I was surprised to receive the following email, I’ve deleted the name of the author and links to the works referred to so as not to reveal the author’s identity:

Hi Michael,

I’m just reaching out to see if you’re in need of any written material on Australian Emergency Law – if so, it would be a pleasure to help out and contribute if you have any requirements.

Having graduated in International Business and Journalism a few years ago, Ive covered everything from global politics to local news, economics, sustainability issues and a lot in between. I’ve included a few samples below which will hopefully give you an idea of my versatility, but it goes without saying that anything I send over for your review would be specifically tailored towards your site’s visitors.

What’s more, I’d be entirely able to provide new content for Australian Emergency Law at no cost; I work on behalf of one of my business clients, and as long as I am able to link to them within the content (in a related and subtle manner) you’d be free to use the material on your site with no strings attached. Furthermore, it would be 100% original and would not be used elsewhere after publication.

If this is of interest, I’d be happy to send something pertinent to your readership or take on any ideas you may have. This applies to other sites you may own as well as emergencylaw.wordpress.com, but if this is not of interest I shall leave you with my best wishes.


Some varied samples (ghost-written for the most part):…

ps. don’t worry – you aren’t on a mailing list and I won’t contact you again if you aren’t interested but I will get back to you right away if you are!

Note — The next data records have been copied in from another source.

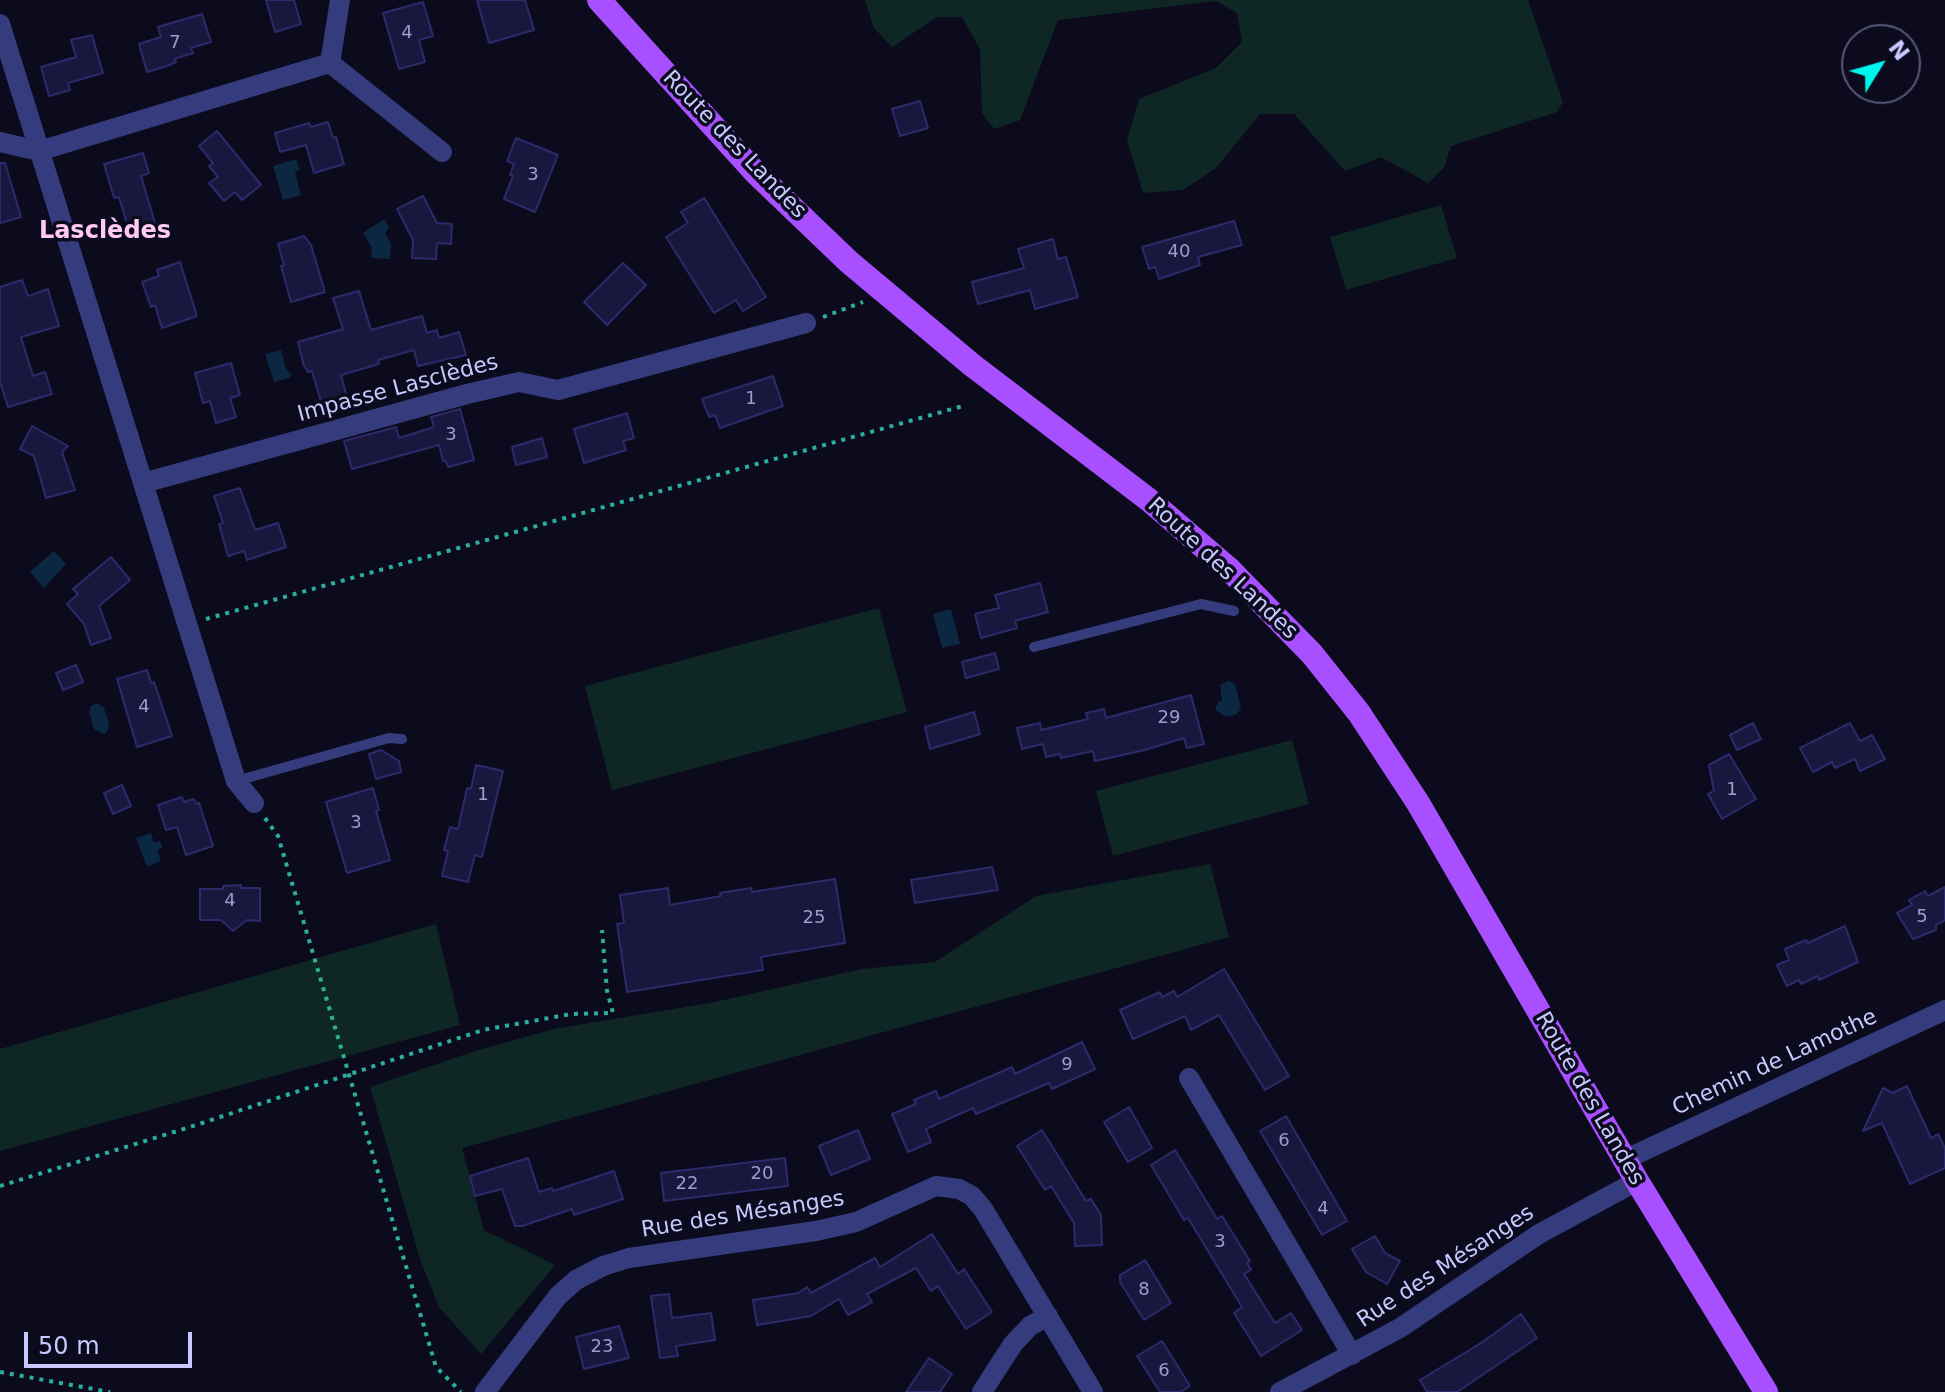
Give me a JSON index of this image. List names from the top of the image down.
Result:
{
  "streets": {
    "main road": ["Route des Landes"],
    "street": ["Impasse Lasclèdes", "Chemin de Lamothe", "Rue des Mésanges"]
  },
  "crossings": [
    ["Route des Landes", "Chemin de Lamothe"],
    ["Route des Landes", "Rue des Mésanges"],
    ["Chemin de Lamothe", "Rue des Mésanges"]
  ],
  "districts": ["Lasclèdes"],
  "house_numbers": [
    "4",
    "7",
    "3",
    "40",
    "1",
    "3",
    "4",
    "29",
    "1",
    "1",
    "3",
    "4",
    "5",
    "25",
    "9",
    "6",
    "20",
    "22",
    "4",
    "3",
    "8",
    "23",
    "6"
  ],
  "scale_bar": "50 m",
  "north": "top right"
}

I confess to being pretty shocked by what I saw as a pretty disreputable offer. I replied as follows:


I’m replying to your email as a courtesy as I take it that you are a real person and this is a genuine offer, and therefore deserving a real reply.

I maintain the blog Australian Emergency Law to communicate with emergency management and response practitioners. I do that as I believe I have something to offer them and I believe that they, in turn, value what I have to say. My blog has some 500+ registered followers plus those that just come past the blog through the search engines. I have some loyalty to my readers, and try to engage with them so the blog is a two way street, it is not however a medium to ‘capture’ an audience.

In light of that I was surprised by your offer. The followers of my blog are looking for advice and information that I have to offer. I have at times asked others to contribute to the blog but on those occasions that authorship is made clear. Whilst it’s not clear, I did infer that you were offering to ‘ghost’ write content ie to provide content that I could put up in my name. I have not asked others to write and then pretended it was from me. To do so would, in my view, mislead the readers, would constitute plagiarism and would be academically dishonest.

Even more dishonest would be using the blog to link the blog, albeit in a ‘related and subtle manner’ to some commercial content, that would be treating the followers not as readers but an audience, they would be a means to an end and not an end in themselves.

I accept that you don’t see anything inappropriate with the offer you have made, and so I thank you for the offer, but clearly we went to a different school of ethics. I think what you are proposing is dishonest and disreputable. It would offend my professional ethics whether you regard my profession as an academic or a lawyer and it would show disrespect to those that follow my blog.

As it was a genuine offer I thank you for it, but I shall not be asking you to contribute content for Australian Emergency Law.



I assure you I’m not and have no intention of using ghost writers. If a blog post isn’t mine I’ll let you know that (and you can see for example, that my colleague Ruth Townsend has contributed some posts here).

I trust that, as the readers of this blog, you agree that was the appropriate answer.